Some folk might consider itchy sheep and inheritance tax to be mere blips that are dealt with by a few phone calls and some confident management decisions. But in the middle of the night, small problems become hugely magnified and any sort of sensible solution just seems impossible.
Scratching
About 10 days after housing my pregnant ewes, I noticed some of them scratching themselves. Not badly, but in a pen of 24, two or three of them seemed slightly uncomfortable.
I told myself it was probably the older straw that I was bedding them with and perhaps a few creepy crawlies had made their homes inside the bales.
But this theory was a bit weak and as the days progressed the sheep seemed to be getting worse.
I didn’t see how it could have been scab, since they hadn’t been in contact with neighbouring flocks, and bought-in breeding hoggets had shown no signs for five weeks after purchase.
But after another few days of observation, I knew something unpleasant was going on.
Three hours of rumbling around the bed, imagining bald sheep rubbing themselves on fences and gates (I told you; it’s always a hundred times worse in the dead of night) convinced me to do something.
Meeting
Next morning I spent a small fortune on Cydectin 2% LA and treated every animal on the farm. In less than 48 hours I’m certain there was a visible reduction in the scratching. Which of course begs the question – assuming it was sheep scab, where did it come from? Because I honestly have no idea.
In the middle of the itchy sheep situation, we had a meeting with my accountant.
It was primarily to discuss end of year tax planning, but also to talk about the Inheritance Tax laws and how to deal with them.

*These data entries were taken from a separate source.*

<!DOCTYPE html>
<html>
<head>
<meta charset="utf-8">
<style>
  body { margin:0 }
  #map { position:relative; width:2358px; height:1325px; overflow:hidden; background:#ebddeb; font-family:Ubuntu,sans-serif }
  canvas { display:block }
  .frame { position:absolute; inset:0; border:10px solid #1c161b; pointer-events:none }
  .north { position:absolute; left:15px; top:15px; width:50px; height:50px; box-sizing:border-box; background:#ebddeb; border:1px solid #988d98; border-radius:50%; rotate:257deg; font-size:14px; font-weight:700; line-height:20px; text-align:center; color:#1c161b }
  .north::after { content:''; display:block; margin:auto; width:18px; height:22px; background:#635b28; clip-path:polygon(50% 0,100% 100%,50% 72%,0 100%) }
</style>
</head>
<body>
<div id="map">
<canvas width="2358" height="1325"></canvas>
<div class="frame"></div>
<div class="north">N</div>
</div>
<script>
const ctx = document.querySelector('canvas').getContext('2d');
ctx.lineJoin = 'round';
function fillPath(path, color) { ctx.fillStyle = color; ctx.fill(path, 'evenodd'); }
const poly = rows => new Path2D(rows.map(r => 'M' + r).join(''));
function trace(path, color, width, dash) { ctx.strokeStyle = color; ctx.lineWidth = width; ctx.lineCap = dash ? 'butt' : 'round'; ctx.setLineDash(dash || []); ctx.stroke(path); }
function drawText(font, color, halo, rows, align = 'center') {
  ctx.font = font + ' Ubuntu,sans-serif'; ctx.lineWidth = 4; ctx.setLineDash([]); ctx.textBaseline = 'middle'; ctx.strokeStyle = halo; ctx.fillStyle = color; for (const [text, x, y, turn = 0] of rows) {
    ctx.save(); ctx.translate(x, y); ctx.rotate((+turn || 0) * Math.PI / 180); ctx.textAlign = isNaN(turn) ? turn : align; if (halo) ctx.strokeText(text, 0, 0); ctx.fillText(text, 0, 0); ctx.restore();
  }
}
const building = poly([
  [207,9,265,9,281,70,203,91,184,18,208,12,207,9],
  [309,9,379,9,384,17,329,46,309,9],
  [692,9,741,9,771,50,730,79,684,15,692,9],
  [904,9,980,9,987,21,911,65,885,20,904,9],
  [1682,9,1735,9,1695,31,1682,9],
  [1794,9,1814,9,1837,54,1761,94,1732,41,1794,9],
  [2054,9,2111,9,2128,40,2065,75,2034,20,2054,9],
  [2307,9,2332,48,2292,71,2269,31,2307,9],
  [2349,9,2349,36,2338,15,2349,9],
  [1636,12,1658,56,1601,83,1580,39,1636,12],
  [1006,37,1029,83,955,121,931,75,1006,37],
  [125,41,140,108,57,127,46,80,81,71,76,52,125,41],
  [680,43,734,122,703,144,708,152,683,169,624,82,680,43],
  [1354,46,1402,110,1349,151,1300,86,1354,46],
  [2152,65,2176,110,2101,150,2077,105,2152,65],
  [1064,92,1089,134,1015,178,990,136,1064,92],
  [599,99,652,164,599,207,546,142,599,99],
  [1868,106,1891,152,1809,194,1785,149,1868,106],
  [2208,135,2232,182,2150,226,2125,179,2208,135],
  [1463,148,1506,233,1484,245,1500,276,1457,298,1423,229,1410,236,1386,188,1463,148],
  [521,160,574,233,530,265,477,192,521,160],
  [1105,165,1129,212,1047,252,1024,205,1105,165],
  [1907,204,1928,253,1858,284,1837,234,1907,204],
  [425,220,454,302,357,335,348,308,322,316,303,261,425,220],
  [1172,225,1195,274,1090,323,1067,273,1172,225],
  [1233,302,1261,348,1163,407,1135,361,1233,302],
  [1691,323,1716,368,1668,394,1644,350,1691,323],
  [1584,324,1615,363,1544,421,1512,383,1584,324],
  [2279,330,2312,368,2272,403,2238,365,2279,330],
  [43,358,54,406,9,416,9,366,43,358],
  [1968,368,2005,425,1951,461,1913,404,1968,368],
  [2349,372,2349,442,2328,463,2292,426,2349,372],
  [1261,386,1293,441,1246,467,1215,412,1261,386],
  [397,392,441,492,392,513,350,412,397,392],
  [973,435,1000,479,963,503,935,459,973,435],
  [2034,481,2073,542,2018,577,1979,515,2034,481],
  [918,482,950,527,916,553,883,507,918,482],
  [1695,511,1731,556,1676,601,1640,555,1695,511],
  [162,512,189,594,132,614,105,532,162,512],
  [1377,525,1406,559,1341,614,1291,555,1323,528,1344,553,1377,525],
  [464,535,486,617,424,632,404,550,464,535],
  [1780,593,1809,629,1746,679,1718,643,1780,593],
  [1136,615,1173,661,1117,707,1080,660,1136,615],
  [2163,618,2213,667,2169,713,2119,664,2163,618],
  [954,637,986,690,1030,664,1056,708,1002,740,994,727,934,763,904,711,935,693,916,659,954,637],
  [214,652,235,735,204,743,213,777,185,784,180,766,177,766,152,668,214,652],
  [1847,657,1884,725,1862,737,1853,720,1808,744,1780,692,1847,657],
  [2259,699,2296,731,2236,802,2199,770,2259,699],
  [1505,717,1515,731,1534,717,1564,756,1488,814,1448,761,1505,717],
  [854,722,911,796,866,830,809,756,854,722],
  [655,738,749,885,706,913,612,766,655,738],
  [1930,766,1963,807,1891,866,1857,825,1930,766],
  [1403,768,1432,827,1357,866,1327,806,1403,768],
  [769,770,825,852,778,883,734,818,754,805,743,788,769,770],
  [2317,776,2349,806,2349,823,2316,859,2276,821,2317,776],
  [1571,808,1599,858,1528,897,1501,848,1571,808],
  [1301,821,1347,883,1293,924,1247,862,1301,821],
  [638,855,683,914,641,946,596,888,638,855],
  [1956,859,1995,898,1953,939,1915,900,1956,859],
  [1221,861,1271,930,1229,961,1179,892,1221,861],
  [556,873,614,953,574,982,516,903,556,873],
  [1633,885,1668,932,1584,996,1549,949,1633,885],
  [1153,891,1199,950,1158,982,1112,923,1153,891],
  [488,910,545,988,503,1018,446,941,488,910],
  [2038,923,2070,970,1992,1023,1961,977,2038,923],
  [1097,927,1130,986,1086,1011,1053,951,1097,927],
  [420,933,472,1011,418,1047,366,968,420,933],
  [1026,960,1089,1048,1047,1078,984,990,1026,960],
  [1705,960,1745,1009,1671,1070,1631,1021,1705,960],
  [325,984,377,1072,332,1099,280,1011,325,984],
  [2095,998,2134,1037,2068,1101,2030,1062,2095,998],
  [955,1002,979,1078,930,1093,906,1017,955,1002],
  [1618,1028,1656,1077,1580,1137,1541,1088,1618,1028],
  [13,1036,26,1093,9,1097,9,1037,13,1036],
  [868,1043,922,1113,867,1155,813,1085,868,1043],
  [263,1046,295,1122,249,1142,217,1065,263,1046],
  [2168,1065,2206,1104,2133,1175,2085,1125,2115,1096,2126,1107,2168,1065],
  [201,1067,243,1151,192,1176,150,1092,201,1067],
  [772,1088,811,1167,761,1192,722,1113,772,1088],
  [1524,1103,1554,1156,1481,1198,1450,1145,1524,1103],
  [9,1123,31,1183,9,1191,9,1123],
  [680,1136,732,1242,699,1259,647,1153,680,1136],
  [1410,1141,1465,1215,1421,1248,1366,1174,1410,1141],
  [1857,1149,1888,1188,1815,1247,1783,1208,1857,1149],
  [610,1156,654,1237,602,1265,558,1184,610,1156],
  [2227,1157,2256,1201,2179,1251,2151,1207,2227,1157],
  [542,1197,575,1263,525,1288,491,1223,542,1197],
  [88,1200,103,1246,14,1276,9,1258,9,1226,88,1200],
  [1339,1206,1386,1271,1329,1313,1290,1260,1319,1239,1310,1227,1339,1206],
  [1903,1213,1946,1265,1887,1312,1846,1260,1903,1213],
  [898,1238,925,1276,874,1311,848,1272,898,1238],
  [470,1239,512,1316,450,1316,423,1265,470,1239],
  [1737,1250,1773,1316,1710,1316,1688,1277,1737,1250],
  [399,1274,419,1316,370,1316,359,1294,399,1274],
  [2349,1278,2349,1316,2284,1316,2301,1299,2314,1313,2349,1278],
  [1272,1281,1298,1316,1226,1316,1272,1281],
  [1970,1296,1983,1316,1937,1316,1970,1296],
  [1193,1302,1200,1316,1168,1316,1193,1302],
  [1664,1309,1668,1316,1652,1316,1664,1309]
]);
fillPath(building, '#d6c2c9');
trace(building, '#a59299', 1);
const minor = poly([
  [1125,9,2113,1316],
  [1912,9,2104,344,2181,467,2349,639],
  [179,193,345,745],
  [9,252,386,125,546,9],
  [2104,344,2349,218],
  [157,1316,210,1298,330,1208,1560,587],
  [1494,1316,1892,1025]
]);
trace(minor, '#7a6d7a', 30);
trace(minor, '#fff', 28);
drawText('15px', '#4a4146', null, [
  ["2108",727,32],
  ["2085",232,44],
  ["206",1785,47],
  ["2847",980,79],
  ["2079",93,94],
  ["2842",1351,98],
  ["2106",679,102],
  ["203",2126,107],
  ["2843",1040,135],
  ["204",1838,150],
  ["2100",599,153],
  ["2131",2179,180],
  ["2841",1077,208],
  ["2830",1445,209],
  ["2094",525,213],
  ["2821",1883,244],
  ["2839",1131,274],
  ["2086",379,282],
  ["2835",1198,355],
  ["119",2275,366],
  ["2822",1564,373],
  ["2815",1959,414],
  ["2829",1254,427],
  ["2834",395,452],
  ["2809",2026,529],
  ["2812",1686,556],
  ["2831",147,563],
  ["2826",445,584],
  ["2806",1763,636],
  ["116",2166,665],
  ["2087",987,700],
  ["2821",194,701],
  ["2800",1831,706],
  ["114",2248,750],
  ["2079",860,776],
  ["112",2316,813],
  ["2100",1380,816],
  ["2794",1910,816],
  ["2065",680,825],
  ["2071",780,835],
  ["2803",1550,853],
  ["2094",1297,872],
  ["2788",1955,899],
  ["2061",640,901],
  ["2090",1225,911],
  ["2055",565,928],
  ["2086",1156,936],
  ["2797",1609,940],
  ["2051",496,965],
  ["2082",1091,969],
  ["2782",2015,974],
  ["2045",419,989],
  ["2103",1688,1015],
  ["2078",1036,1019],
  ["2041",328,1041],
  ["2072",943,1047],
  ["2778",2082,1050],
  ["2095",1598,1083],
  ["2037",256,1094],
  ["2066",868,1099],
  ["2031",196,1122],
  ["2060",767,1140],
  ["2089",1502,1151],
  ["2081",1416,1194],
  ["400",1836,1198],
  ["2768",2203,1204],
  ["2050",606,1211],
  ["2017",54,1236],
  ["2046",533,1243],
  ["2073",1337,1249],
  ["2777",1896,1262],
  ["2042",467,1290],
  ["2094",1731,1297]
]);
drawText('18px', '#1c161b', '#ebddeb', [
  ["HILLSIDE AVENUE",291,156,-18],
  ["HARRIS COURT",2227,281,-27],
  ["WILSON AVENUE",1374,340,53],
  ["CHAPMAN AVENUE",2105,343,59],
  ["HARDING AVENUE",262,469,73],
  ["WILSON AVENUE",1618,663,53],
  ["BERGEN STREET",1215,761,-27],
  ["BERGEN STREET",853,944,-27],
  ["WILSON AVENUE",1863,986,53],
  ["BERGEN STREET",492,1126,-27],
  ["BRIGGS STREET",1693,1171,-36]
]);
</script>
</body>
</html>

The upshot of that get together was that I couldn’t have been any more wrong if I’d asked the dog for his opinion.
I had been employing the old, “sure it’ll be fine, things always turn out not so bad in the end” approach.
This view, it seems, was erroneous in the extreme.
The accountant put up a prepared spreadsheet on the computer and began asking us for a few valuations.
Doesn’t count
Most of my responses began with, “but surely that doesn’t count, does it?”, and him looking at me as you would a three-year-old child. Susan seemed to be a bit more switched on (wives usually are) and pointed out that perhaps I was also undervaluing certain items.
The rented house in the yard, for instance, is a bungalow, built at the start of the 1960s and when I calculated that it was really only worth site value, he read me like an open book. Land, buildings, livestock, savings, working capital, yards, machinery and financial investments that I had thought bombproof are all harvested under Rachel Reeves’ broad umbrella and are considered fair game for Labour’s money grab.
He then made the suggestion that we should get an official valuation of the whole place and know exactly how vulnerable our life’s work is going to be worth.
Going by rough and ready calculations, we are currently staring down the barrel of having to fork out over £100,000 unless mechanisms are put in place to distribute land, property, and perhaps even money too.
Liability
A valuer is coming to see us next week, and there is every likelihood that the inheritance tax liability will be much worse.
This is an 80-acre farm with similar assets to many other farming families, it is not a 600-acre estate.
In accountancy terms, it seems that a 50-acre farm, with one dwelling and moderate assets, just about manages to stay below the tax threshold.
Ball-rolling
That meeting gave us an enbormous amount of food for thought. In some ways I feel less anxious about the situation now that we have started the ball rolling to deal with this problem.
What exactly we are going to do is another matter – even if we manage to lower our valuations by redistributing land or buildings to our children, it still feels like something to cause many more sleepless nights, coffee or not.